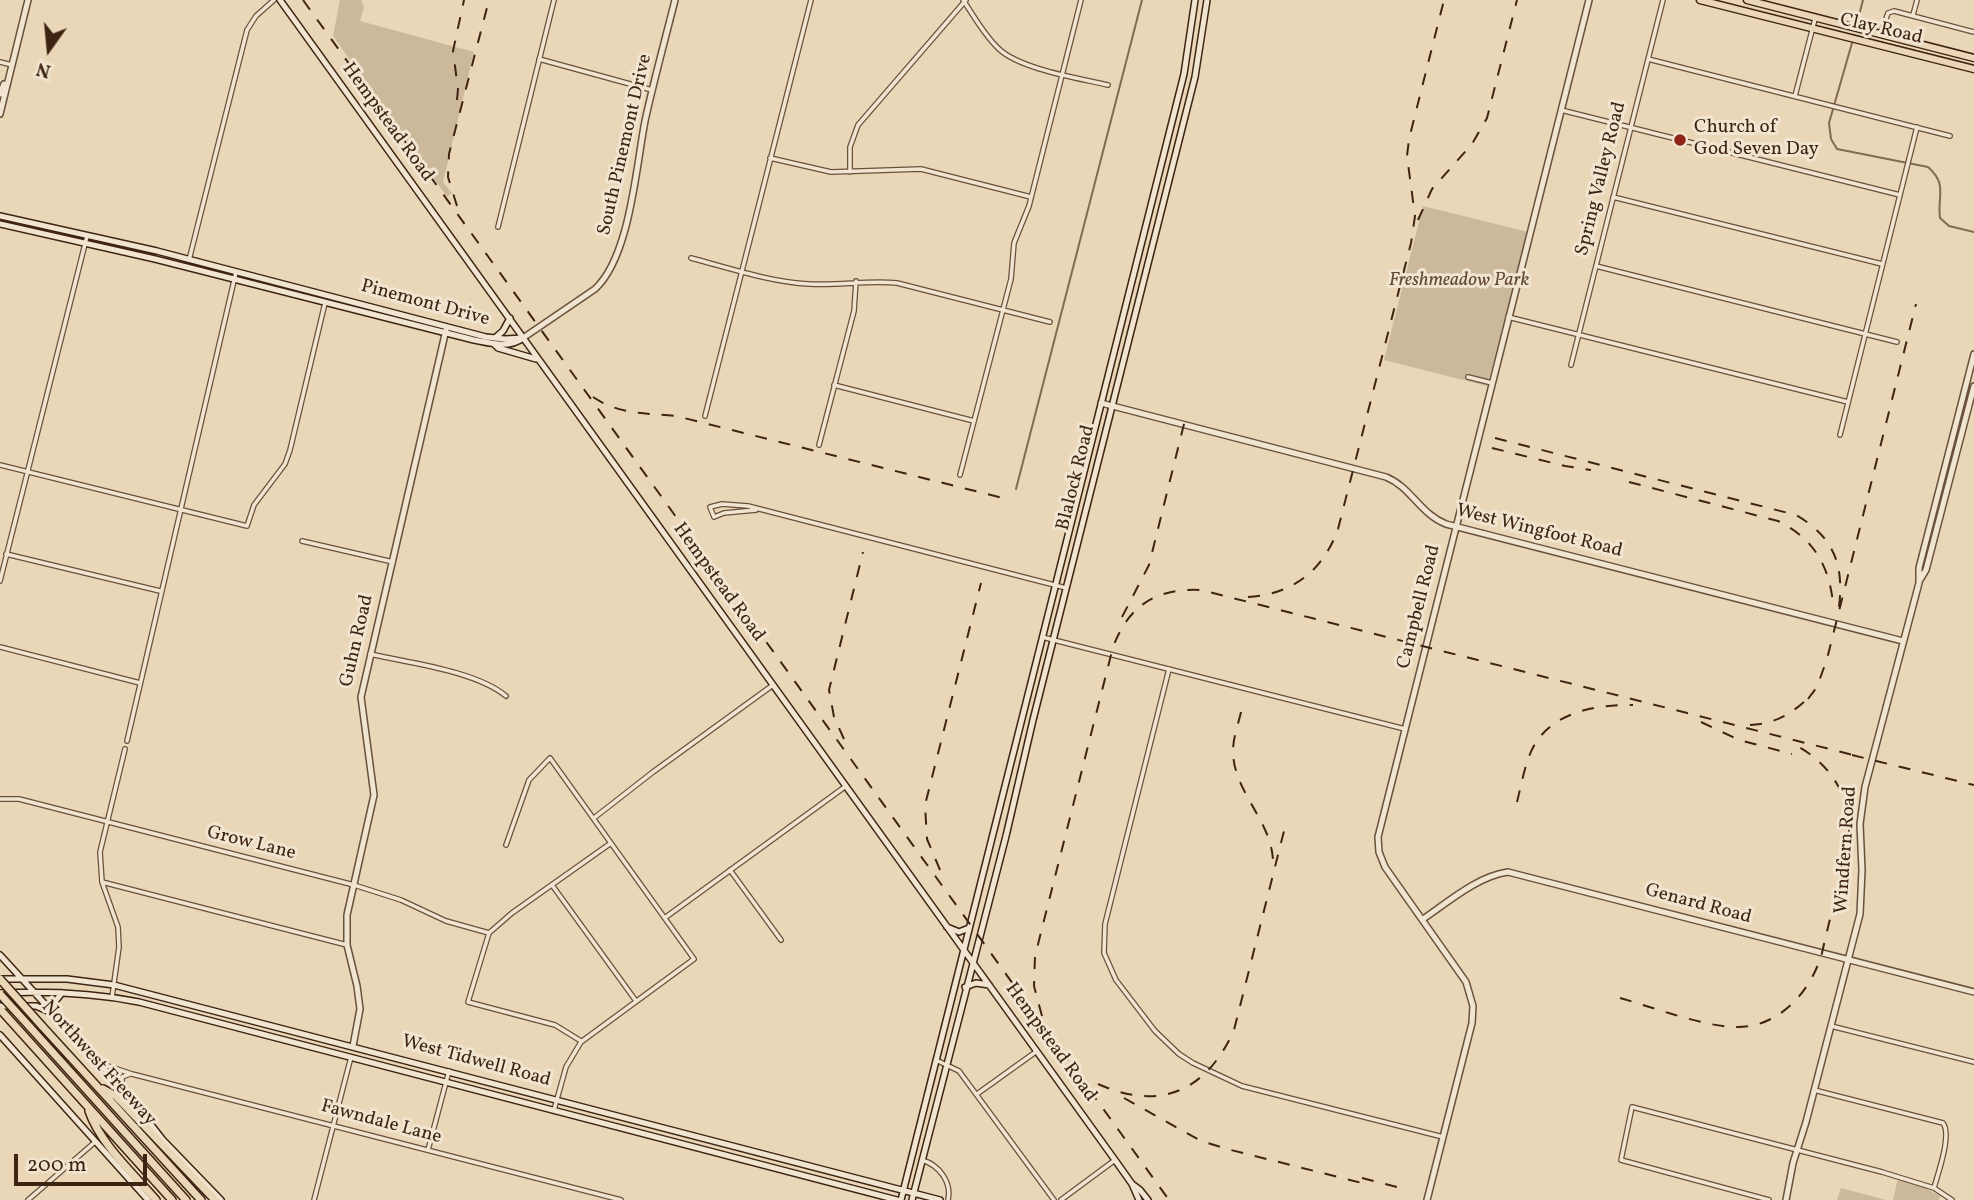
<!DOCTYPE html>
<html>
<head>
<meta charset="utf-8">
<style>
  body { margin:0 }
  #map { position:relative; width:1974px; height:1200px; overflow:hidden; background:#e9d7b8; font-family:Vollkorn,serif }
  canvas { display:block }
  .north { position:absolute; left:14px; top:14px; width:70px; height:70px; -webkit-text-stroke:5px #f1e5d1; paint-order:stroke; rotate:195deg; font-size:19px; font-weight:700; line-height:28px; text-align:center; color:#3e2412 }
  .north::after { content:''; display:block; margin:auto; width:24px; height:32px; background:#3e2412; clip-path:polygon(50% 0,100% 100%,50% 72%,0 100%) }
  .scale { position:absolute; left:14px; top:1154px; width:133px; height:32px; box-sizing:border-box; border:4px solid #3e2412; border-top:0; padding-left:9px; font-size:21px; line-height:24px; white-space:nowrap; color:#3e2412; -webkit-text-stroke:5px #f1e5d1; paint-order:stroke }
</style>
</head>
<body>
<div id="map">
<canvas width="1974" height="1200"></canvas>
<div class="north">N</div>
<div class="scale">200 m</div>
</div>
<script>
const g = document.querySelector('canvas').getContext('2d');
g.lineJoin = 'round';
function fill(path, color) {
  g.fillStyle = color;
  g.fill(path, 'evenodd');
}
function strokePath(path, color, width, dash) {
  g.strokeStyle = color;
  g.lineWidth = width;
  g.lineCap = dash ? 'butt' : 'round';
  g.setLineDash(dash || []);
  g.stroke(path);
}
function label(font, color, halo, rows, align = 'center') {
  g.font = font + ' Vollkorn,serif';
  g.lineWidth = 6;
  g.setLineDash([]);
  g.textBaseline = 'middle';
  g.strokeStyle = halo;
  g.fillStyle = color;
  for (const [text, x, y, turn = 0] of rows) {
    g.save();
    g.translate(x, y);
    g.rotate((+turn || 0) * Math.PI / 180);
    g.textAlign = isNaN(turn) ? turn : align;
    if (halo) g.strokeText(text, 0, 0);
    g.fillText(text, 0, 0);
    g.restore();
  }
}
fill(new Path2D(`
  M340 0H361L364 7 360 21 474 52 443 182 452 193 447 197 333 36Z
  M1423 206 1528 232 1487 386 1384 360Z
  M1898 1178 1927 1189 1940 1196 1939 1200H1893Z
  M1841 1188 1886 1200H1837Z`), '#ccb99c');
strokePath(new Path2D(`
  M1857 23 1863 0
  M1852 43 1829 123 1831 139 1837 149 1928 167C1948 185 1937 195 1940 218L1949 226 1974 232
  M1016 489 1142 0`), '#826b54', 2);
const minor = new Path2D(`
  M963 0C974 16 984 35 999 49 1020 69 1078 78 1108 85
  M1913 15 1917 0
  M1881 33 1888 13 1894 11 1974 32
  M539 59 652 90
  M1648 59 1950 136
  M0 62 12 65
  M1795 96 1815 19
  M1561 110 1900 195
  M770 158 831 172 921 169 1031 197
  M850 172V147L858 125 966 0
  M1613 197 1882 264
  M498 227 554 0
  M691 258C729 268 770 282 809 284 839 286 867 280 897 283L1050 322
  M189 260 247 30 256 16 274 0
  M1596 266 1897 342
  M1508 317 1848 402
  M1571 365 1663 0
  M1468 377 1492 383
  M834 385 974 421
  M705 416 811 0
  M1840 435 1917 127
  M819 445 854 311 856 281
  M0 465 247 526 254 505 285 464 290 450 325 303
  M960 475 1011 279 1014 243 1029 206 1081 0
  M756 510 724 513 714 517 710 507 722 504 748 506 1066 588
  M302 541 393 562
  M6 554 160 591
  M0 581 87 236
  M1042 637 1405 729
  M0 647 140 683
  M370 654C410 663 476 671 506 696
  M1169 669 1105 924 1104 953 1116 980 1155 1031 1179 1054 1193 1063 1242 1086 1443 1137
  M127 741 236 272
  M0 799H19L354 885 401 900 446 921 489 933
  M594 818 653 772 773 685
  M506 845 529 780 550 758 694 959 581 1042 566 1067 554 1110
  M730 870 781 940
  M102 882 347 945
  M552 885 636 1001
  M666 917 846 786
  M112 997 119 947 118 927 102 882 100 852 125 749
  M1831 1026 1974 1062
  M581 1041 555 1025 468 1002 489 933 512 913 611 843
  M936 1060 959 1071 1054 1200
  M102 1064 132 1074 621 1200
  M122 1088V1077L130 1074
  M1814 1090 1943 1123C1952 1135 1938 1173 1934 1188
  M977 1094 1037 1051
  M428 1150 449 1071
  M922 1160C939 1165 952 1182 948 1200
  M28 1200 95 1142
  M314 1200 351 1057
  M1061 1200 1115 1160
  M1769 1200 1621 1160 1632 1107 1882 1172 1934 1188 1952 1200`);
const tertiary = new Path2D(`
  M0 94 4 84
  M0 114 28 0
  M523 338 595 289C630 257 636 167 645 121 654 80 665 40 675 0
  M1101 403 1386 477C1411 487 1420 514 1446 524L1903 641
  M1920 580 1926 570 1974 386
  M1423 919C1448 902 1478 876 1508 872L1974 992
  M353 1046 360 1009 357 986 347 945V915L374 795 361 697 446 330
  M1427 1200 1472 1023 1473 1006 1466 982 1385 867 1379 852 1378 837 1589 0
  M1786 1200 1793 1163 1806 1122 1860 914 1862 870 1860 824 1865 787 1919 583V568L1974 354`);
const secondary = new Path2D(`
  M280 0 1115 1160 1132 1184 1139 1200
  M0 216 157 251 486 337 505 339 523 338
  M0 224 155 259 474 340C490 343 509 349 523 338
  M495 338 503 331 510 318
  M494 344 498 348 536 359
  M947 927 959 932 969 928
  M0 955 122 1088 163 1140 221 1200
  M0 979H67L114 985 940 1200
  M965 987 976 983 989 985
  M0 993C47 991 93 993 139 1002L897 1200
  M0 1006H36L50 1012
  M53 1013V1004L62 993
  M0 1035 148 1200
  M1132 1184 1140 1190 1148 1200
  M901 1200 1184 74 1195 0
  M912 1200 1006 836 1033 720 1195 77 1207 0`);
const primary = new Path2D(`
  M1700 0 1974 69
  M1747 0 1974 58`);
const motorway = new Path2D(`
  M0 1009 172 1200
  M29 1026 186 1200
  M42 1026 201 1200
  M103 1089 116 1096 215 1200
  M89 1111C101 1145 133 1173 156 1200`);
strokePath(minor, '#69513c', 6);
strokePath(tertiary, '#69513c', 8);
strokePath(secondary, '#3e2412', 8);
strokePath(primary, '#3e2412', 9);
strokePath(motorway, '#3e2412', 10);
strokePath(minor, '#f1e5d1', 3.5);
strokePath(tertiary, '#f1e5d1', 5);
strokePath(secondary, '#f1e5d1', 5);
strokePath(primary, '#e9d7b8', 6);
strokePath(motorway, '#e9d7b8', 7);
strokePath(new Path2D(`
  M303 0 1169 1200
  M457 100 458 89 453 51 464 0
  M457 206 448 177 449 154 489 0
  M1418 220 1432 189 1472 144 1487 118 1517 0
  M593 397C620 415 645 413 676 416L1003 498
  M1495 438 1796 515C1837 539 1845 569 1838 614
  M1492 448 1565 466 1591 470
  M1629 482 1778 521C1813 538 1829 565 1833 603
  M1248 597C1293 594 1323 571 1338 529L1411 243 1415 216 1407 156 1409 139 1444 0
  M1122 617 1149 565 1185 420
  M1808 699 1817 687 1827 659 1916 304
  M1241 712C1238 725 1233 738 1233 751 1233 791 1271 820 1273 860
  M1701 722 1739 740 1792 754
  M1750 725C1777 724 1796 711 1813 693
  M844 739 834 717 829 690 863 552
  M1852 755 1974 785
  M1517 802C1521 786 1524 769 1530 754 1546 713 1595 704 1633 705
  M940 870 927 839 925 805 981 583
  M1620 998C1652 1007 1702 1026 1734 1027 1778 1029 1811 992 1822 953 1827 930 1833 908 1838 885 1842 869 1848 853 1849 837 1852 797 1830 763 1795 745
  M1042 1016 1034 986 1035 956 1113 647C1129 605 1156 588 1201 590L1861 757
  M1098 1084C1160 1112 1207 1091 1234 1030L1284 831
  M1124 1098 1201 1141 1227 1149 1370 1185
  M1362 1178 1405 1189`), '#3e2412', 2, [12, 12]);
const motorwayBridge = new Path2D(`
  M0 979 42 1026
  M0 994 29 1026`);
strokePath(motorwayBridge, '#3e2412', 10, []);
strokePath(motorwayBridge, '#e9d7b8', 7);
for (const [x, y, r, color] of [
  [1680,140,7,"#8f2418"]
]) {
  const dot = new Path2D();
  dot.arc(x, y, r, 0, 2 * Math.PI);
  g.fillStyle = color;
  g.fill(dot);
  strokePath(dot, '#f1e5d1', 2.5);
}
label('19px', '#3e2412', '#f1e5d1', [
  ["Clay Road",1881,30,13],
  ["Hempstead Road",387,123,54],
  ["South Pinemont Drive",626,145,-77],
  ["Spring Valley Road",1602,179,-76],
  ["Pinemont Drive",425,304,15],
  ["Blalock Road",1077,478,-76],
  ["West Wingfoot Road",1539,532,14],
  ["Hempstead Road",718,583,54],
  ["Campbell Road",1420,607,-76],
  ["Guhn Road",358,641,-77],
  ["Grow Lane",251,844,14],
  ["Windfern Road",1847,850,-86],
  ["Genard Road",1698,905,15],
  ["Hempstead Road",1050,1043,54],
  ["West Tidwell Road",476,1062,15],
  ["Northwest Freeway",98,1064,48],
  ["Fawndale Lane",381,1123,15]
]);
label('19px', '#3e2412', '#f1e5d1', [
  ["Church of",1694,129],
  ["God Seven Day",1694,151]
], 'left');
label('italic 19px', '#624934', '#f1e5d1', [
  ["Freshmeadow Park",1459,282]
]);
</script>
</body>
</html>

################

What needs to be done: Word for word, restate the lines of the data above that fall between the line holding "M302 541 393 562" and the line holding "M112 997 119", inclusive, and no other lines.

Output for this exercise:
  M302 541 393 562
  M6 554 160 591
  M0 581 87 236
  M1042 637 1405 729
  M0 647 140 683
  M370 654C410 663 476 671 506 696
  M1169 669 1105 924 1104 953 1116 980 1155 1031 1179 1054 1193 1063 1242 1086 1443 1137
  M127 741 236 272
  M0 799H19L354 885 401 900 446 921 489 933
  M594 818 653 772 773 685
  M506 845 529 780 550 758 694 959 581 1042 566 1067 554 1110
  M730 870 781 940
  M102 882 347 945
  M552 885 636 1001
  M666 917 846 786
  M112 997 119 947 118 927 102 882 100 852 125 749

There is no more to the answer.